Financièrement, c’était une folie, étant donné qu’une telle école ne pouvait recevoir aucune subvention, étant hors-contrat. Les scolarités étaient loin de couvrir les frais… Cette situation de précarité, de dépendance en un Dieu qui, décidément, « pourvoyait à tous nos besoins », fut pour toute l’équipe une formation à l’école de la foi !

L’équipe des débuts, à Sausheim

« Un seul suffit ! »

Quelques semaines après, nous recevions la visite d’un inspecteur qui, étonné par l’engagement volontaire de tant d’enseignants, s’exclama: « vous êtes bénis de tous les dieux ! » La réponse fut: « un seul suffit ! ».

Suivirent des années de croissance avec l’ouverture de la 4ème, puis de la 3ème en 1988. En 1989, ce fut l’ouverture d’une classe de élémentaire, avec trois niveaux : CE2, CM1, CM2. Les classes de Maternelle, CP et CE1 suivirent en 1990. Chaque phase d’extension a nécessité de grands pas de foi de la part d’enseignants qui ont dû, pour la plupart, quitter la sécurité de l’emploi et accepter un salaire divisé par trois… Tout cela pour répondre à ce cri du coeur d’une génération, si bien décrit par le prophète Jérémie :  » Mes yeux se consument dans les larmes, mes entrailles bouillonnent, ma bile se répand sur la terre, à cause du désastre de la fille de mon peuple, des enfants et des nourrissons en défaillance dans les rues de la ville. Ils disaient à leurs mères : où y a-t-il du blé et du vin ? Et ils tombaient comme des blessés dans les rues de la ville, ils rendaient l’âme sur le sein de leurs mères. » (Lamentations de Jérémie 2 :10 -11)

Une école dans laquelle les enseignants transmettraient non seulement un savoir, mais leur propre vie, leur espérance, leur foi, la vie de Jésus lui-même, ce « Pain de Vie » sans lequel la vie perd son sens, son goût, sa finalité et sa dynamique. C’est donc par la foi que le nombre d’élèves passa de 12 la première année à 45 la seconde puis à 65, 75, 105, 130, jusqu’à plus de 170. Une église de la région accepta d’héberger nos classes élémentaires, les locaux à Sausheim ne suffisant plus. Cette extension s’accompagna de la venue de nouveaux « ouvriers », se poursuivit par le déménagement sur Guebwiller, ne pouvant plus bénéficier des locaux à Sausheim : en 1992, l’association ROC, gestionnaire du Collège Daniel, se lança dans l’achat du « Château » qui appartenait à la « Ligue pour la Lecture de la Bible ». C’est à cette même date que démarrèrent les cours de trois mois « Mathurin Cordier » pour donner aux enseignants un fondement biblique, une perspective chrétienne à leur vocation. Très vite, cette formation accueillit des professeurs de toute la francophonie et contribua à la multiplication des ouvriers.

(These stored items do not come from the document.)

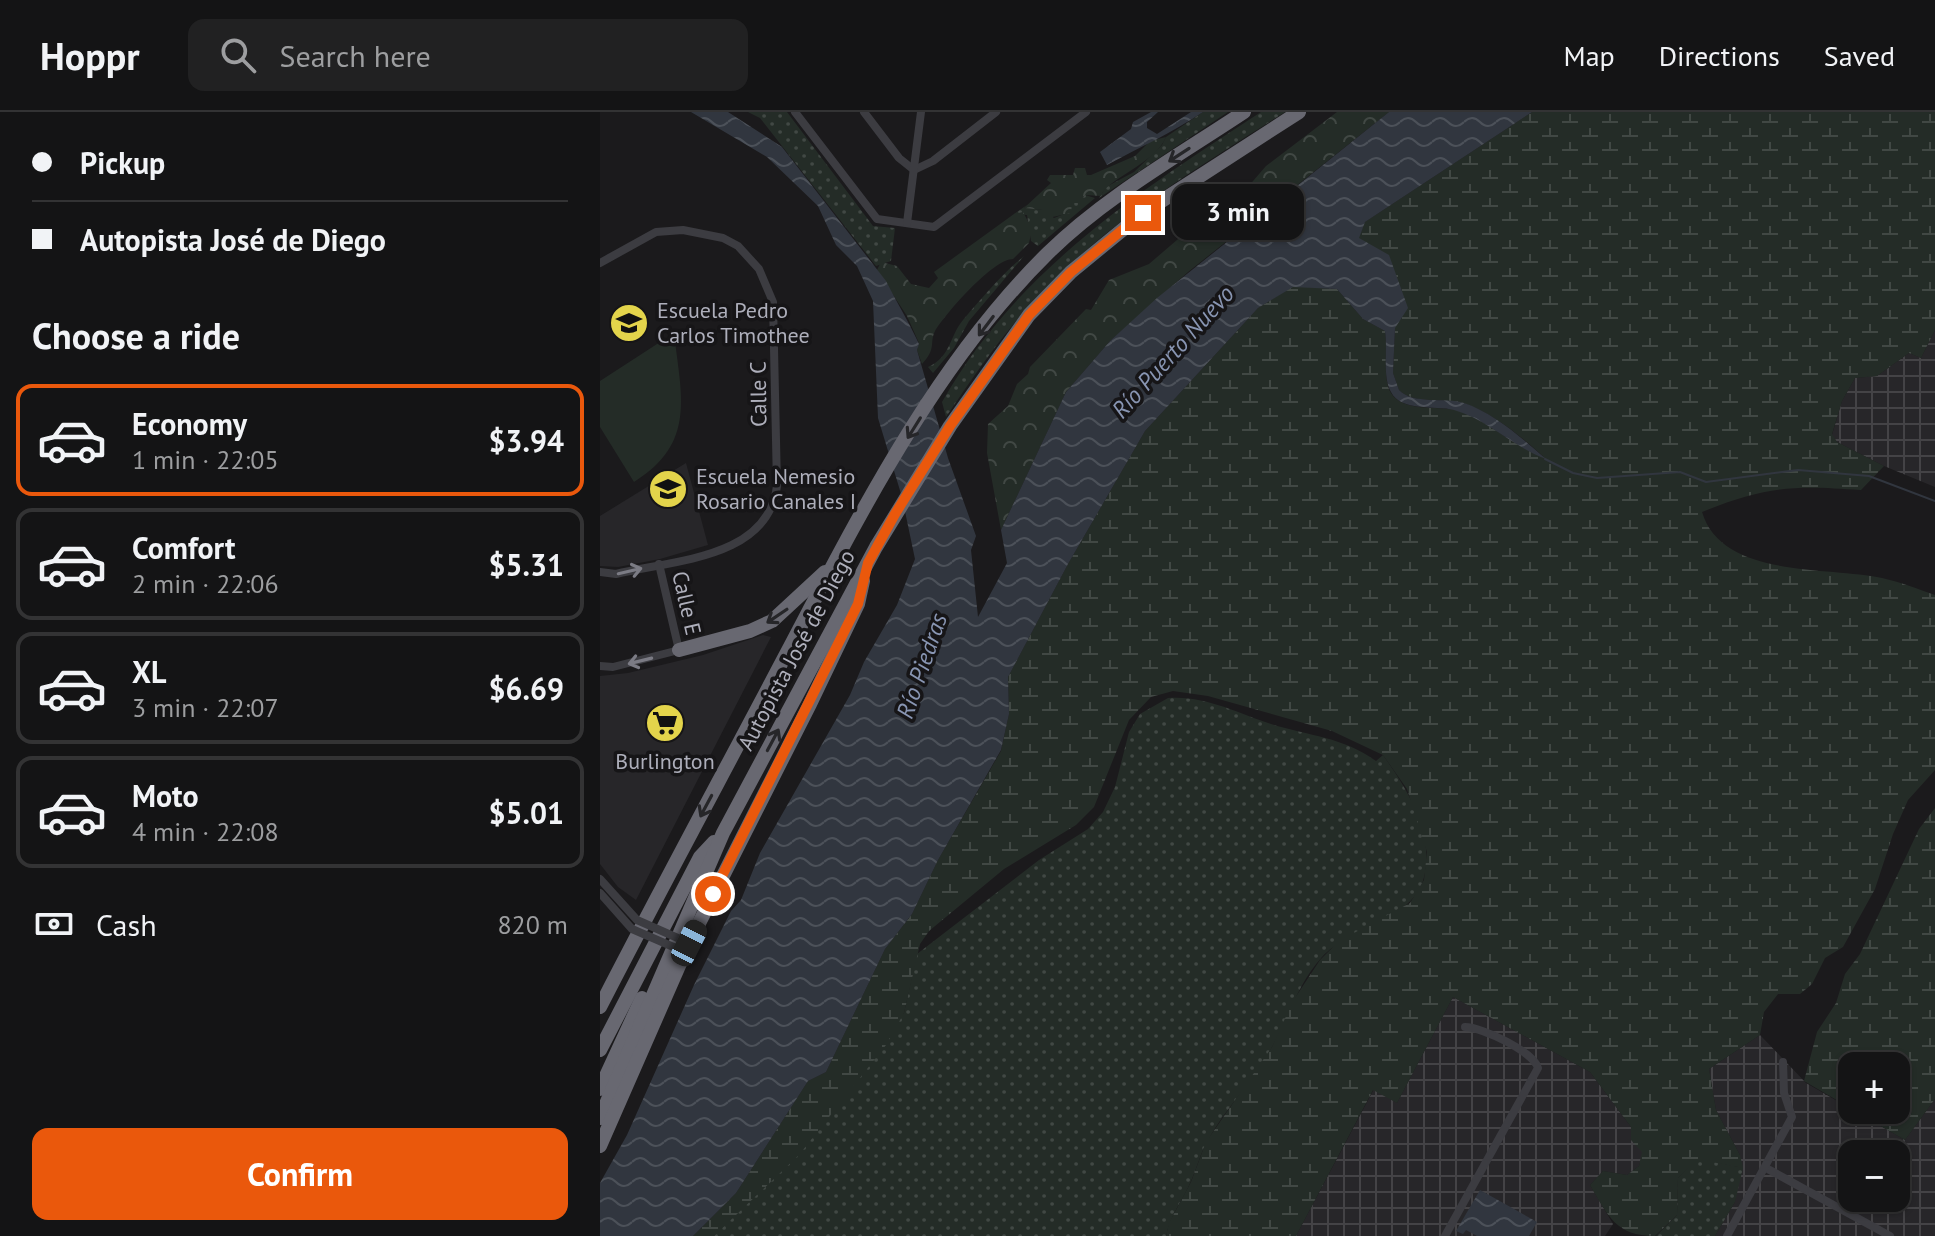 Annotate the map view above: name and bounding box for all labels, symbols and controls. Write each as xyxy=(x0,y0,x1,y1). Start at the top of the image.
search box xyxy=(188,19,748,91)
text: Hoppr xyxy=(40,31,140,80)
icon: search xyxy=(216,33,260,77)
text: Search here xyxy=(280,36,431,75)
text: Map xyxy=(1564,37,1615,74)
text: Directions xyxy=(1659,37,1780,74)
text: Saved xyxy=(1824,37,1895,74)
text: Pickup xyxy=(80,143,165,182)
one-way arrow xyxy=(1168,147,1191,163)
callout: 3 min xyxy=(1171,185,1303,241)
route end xyxy=(1125,195,1161,231)
text: 3 min xyxy=(1206,195,1270,228)
text: Autopista José de Diego xyxy=(80,220,386,259)
water label: Río Puerto Nuevo xyxy=(1105,279,1241,425)
place label: Escuela Pedro Carlos Timothee xyxy=(657,296,810,349)
school or university icon: Escuela Pedro Carlos Timothee xyxy=(608,302,650,344)
text: Choose a ride xyxy=(32,312,240,359)
one-way arrow xyxy=(977,315,994,336)
street label: Calle C xyxy=(743,361,773,427)
icon: car xyxy=(36,404,108,476)
text: Economy xyxy=(132,404,247,443)
one-way arrow xyxy=(905,417,922,439)
text: $3.94 xyxy=(489,421,564,460)
text: 1 min · 22:05 xyxy=(132,443,279,476)
place label: Escuela Nemesio Rosario Canales I xyxy=(696,462,856,515)
school or university icon: Escuela Nemesio Rosario Canales I xyxy=(647,468,689,510)
icon: car xyxy=(36,528,108,600)
text: Comfort xyxy=(132,528,235,567)
text: $5.31 xyxy=(489,545,564,584)
street label: Autopista José de Diego xyxy=(731,545,861,755)
one-way arrow xyxy=(616,563,642,578)
text: 2 min · 22:06 xyxy=(132,567,279,600)
street label: Calle E xyxy=(666,568,708,638)
one-way arrow xyxy=(767,608,789,624)
water label: Río Piedras xyxy=(889,609,954,723)
icon: car xyxy=(36,652,108,724)
text: XL xyxy=(132,652,166,691)
one-way arrow xyxy=(627,654,653,669)
text: $6.69 xyxy=(489,669,564,708)
text: 3 min · 22:07 xyxy=(132,691,279,724)
supermarket icon: Burlington xyxy=(644,702,686,744)
one-way arrow xyxy=(765,728,781,752)
place label: Burlington xyxy=(615,747,715,775)
icon: car xyxy=(36,776,108,848)
text: Moto xyxy=(132,776,199,815)
text: $5.01 xyxy=(489,793,564,832)
one-way arrow xyxy=(698,793,713,817)
text: 4 min · 22:08 xyxy=(132,815,279,848)
route start xyxy=(695,876,731,912)
icon: cash xyxy=(32,902,76,946)
text: Cash xyxy=(96,905,157,944)
text: 820 m xyxy=(497,908,568,941)
car xyxy=(667,916,711,970)
map controls xyxy=(1838,1052,1910,1212)
button: + xyxy=(1838,1052,1910,1124)
button: Confirm xyxy=(32,1128,568,1220)
button: − xyxy=(1838,1140,1910,1212)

La vision de l’éducation chrétienne continuait à se répandre, des ouvrages furent écrits, l’histoire de la Réforme fut redécouverte, et chacun y trouva inspiration, force, sens : nous ne faisions décidément pas quelque chose de nouveau, mais nous nous inscrivions dans toute une histoire de l’éducation en France qui ne séparait pas la foi du savoir. Actuellement, il y a plus de quinze écoles protestantes évangéliques en France, d’autres en Suisse et Belgique ; malgré les grandes difficultés matérielles, le défi de former une génération différemment continue d’être relevé. Le Collège Daniel continue de « faire des petits », en inspirant d’autres initiatives, en proposant des formations, en investissant dans le champ missionnaire. L’aventure ne fait probablement que commencer.